James Moir

Personal information
- Full name: James Nicol Moir
- Date of birth: 1900
- Place of birth: Edinburgh, Scotland
- Date of death: 11 February 1961 (aged 60–61)
- Place of death: Toronto, Ontario, Canada
- Position(s): Forward

Senior career*
- Years: Team / Apps / (Gls)
- 1925–1941: Toronto Ulster United

International career
- 1925: Canada / 1 / (0)

= James Moir (soccer) =

Canadian soccer player

James Moir (1900 – 11 February 1961) was a soccer player who played as a defender for Toronto Ulster United. Born in Scotland, he played for Canada.

== Career ==
Moir was born in Edinburgh, Scotland, and moved to Toronto, Canada in 1913. He played with Linfield Rovers junior team, and later with Toronto All Scots. He played with Toronto Ulster United in the Inter-City League and later in the National Soccer League.
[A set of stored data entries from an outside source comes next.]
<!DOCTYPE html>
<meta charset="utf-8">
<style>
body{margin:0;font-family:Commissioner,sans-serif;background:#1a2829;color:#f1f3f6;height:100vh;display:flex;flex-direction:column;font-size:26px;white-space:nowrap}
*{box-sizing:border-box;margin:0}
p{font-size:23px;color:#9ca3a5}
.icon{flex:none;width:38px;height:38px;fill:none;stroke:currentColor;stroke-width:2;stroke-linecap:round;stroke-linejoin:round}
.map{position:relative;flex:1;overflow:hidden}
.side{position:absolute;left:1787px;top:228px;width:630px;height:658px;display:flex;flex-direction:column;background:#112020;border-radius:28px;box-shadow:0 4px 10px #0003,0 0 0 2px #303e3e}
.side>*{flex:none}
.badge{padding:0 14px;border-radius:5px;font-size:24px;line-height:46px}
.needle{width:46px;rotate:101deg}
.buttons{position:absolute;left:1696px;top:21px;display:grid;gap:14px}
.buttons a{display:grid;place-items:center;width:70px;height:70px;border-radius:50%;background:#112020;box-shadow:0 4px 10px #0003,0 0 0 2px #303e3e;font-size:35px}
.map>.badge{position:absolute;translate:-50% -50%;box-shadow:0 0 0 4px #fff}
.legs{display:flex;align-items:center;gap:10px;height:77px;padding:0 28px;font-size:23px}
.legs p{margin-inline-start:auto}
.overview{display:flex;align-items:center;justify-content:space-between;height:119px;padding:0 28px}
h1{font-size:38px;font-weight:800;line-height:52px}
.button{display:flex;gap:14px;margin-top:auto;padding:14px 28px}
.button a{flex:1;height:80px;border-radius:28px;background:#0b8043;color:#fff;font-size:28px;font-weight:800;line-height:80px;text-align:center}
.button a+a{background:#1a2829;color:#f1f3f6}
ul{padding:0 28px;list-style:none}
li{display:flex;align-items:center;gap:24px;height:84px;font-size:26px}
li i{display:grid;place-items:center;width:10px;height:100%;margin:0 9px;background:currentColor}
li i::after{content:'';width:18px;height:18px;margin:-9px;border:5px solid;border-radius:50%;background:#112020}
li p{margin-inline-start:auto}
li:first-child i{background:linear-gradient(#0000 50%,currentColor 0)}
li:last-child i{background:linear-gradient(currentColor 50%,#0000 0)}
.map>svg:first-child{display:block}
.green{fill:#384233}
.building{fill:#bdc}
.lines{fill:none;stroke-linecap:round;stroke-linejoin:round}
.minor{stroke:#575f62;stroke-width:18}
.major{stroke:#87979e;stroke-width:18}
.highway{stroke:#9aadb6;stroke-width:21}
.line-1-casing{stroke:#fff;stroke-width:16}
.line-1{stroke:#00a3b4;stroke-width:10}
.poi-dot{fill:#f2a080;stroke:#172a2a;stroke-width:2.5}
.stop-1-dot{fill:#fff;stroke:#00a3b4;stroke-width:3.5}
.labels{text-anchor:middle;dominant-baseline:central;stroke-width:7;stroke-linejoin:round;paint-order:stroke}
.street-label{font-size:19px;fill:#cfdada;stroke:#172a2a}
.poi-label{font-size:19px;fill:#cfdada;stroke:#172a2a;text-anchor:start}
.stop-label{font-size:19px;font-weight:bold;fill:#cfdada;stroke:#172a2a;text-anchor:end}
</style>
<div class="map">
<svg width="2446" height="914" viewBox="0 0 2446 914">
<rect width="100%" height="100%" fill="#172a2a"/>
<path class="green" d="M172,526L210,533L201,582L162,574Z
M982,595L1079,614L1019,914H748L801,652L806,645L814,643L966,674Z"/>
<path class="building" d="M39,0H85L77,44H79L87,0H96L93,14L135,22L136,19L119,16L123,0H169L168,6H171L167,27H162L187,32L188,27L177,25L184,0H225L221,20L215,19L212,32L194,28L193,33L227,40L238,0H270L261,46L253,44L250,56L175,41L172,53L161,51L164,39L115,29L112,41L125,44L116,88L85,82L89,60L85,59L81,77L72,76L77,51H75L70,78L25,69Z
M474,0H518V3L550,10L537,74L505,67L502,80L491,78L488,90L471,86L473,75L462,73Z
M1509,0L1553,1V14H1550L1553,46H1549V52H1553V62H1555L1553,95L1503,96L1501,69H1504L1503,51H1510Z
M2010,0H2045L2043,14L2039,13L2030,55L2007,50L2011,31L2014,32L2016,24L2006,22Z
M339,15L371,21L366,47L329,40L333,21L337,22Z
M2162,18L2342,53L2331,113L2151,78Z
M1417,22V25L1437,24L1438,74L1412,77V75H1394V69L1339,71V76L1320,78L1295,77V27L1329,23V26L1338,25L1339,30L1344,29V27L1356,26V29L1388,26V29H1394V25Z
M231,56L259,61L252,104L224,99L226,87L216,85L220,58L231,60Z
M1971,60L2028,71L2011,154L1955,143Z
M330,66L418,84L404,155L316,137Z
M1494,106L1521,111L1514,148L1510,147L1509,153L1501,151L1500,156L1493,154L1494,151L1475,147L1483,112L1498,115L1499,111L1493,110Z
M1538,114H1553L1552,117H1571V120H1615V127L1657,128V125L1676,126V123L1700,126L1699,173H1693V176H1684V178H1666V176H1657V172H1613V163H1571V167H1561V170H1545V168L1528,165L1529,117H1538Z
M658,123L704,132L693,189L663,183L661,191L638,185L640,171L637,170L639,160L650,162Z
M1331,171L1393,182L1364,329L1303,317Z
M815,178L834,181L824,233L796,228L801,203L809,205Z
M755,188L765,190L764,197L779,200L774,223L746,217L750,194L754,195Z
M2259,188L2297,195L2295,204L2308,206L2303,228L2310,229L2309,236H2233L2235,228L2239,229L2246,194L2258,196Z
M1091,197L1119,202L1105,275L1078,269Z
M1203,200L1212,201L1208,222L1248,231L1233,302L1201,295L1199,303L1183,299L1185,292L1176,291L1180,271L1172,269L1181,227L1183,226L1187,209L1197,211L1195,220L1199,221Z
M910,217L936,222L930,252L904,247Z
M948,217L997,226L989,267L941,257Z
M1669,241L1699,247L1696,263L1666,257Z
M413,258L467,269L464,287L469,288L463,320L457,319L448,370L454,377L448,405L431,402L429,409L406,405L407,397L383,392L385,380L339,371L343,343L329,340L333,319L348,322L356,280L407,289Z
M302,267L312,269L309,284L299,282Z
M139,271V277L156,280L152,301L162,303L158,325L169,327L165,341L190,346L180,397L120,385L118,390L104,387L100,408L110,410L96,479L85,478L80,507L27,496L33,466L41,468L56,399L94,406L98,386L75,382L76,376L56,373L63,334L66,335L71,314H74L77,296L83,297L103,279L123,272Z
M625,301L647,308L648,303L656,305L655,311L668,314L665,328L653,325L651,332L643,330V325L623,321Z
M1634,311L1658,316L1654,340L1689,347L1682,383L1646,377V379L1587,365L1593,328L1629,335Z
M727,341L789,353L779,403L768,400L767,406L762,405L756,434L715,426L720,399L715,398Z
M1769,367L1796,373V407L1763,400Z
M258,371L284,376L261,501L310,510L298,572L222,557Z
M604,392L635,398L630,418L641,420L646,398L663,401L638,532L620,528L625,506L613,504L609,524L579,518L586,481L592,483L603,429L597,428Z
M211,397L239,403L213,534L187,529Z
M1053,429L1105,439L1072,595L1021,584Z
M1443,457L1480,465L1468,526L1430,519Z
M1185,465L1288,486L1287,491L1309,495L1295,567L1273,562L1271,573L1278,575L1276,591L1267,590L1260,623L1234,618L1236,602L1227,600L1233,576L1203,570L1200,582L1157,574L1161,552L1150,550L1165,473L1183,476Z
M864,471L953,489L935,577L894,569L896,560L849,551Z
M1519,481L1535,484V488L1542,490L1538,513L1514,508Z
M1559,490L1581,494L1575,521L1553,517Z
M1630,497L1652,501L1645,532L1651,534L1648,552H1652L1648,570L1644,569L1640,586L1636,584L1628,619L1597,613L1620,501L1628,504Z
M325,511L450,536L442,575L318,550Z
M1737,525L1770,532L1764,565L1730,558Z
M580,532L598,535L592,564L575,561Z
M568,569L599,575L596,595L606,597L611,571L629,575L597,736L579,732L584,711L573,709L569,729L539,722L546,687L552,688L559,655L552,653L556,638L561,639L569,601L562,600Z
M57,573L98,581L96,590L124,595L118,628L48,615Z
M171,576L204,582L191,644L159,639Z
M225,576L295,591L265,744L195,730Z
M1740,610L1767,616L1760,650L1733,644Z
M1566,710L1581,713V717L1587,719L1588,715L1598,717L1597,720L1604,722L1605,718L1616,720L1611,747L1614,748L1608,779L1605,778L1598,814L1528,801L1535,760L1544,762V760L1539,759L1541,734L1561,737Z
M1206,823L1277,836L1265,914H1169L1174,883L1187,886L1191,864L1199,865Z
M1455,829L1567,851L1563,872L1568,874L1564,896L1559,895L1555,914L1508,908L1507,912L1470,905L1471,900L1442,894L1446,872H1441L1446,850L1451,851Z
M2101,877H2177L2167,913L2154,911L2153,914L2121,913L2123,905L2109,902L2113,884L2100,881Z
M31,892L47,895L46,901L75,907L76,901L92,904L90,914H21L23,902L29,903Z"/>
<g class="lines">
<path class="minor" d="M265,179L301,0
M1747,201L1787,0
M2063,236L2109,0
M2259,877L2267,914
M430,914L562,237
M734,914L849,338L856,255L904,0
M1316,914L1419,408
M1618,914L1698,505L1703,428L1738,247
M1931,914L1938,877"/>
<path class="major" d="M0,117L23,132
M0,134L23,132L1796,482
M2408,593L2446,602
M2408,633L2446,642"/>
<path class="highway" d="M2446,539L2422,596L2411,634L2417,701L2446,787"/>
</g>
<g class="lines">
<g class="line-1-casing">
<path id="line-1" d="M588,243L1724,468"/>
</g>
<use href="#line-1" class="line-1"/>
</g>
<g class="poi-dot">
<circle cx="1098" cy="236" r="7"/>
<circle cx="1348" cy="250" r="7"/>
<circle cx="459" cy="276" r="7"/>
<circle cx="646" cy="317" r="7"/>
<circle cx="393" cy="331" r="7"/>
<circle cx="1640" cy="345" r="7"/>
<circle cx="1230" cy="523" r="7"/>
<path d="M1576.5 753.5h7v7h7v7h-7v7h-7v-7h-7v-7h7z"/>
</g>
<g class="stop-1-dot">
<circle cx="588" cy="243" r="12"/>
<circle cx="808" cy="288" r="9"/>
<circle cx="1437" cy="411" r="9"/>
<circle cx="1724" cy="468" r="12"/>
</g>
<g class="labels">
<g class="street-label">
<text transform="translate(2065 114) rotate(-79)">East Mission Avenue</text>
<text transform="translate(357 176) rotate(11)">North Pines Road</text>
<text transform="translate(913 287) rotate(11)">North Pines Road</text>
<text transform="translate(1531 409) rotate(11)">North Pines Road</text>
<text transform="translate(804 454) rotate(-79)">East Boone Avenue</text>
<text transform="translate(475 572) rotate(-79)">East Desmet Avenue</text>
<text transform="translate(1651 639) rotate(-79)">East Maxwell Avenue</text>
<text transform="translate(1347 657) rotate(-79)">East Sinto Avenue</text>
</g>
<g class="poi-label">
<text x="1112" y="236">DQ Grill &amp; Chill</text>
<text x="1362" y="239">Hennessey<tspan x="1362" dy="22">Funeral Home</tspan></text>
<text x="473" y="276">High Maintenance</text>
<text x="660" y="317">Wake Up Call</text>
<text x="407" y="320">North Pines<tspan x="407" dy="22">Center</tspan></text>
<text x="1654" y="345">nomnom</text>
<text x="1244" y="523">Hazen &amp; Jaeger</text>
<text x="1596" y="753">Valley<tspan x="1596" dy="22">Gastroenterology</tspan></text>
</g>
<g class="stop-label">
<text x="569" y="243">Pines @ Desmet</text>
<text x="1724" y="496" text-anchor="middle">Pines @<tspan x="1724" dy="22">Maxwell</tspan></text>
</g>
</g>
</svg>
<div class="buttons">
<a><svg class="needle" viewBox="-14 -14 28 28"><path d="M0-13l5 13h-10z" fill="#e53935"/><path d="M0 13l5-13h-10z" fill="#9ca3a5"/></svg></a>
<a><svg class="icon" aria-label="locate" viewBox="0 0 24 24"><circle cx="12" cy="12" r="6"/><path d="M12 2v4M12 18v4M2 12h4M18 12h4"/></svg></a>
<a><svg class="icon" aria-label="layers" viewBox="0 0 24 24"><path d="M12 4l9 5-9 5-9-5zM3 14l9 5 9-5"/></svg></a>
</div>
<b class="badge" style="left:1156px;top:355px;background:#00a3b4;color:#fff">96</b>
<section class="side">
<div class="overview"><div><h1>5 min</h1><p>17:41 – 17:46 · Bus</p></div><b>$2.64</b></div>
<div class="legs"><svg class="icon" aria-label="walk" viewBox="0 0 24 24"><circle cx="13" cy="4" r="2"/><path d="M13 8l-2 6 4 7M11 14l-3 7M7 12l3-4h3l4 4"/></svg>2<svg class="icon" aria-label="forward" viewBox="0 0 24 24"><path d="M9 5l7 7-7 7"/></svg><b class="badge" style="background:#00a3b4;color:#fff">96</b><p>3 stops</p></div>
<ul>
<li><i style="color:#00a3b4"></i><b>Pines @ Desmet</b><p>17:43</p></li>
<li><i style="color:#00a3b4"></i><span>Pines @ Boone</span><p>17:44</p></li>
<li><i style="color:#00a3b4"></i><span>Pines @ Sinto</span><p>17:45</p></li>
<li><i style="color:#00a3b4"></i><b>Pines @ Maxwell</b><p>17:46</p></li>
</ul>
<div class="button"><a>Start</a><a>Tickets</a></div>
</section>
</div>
Throughout his tenure with Toronto he would secure the Challenge Trophy in 1925, and was named the tournament's MVP. In 1932, he participated in the NSL Championship final where Toronto defeated Montreal Carsteel for the title.

He died on February 11, 1961, in Toronto from coronary thrombosis. In 2017, he was inducted into the Canada Soccer Hall of Fame.

== International career ==
Moir made his debut for the Canada men's national soccer team on November 8, 1925, against the United States in a friendly match.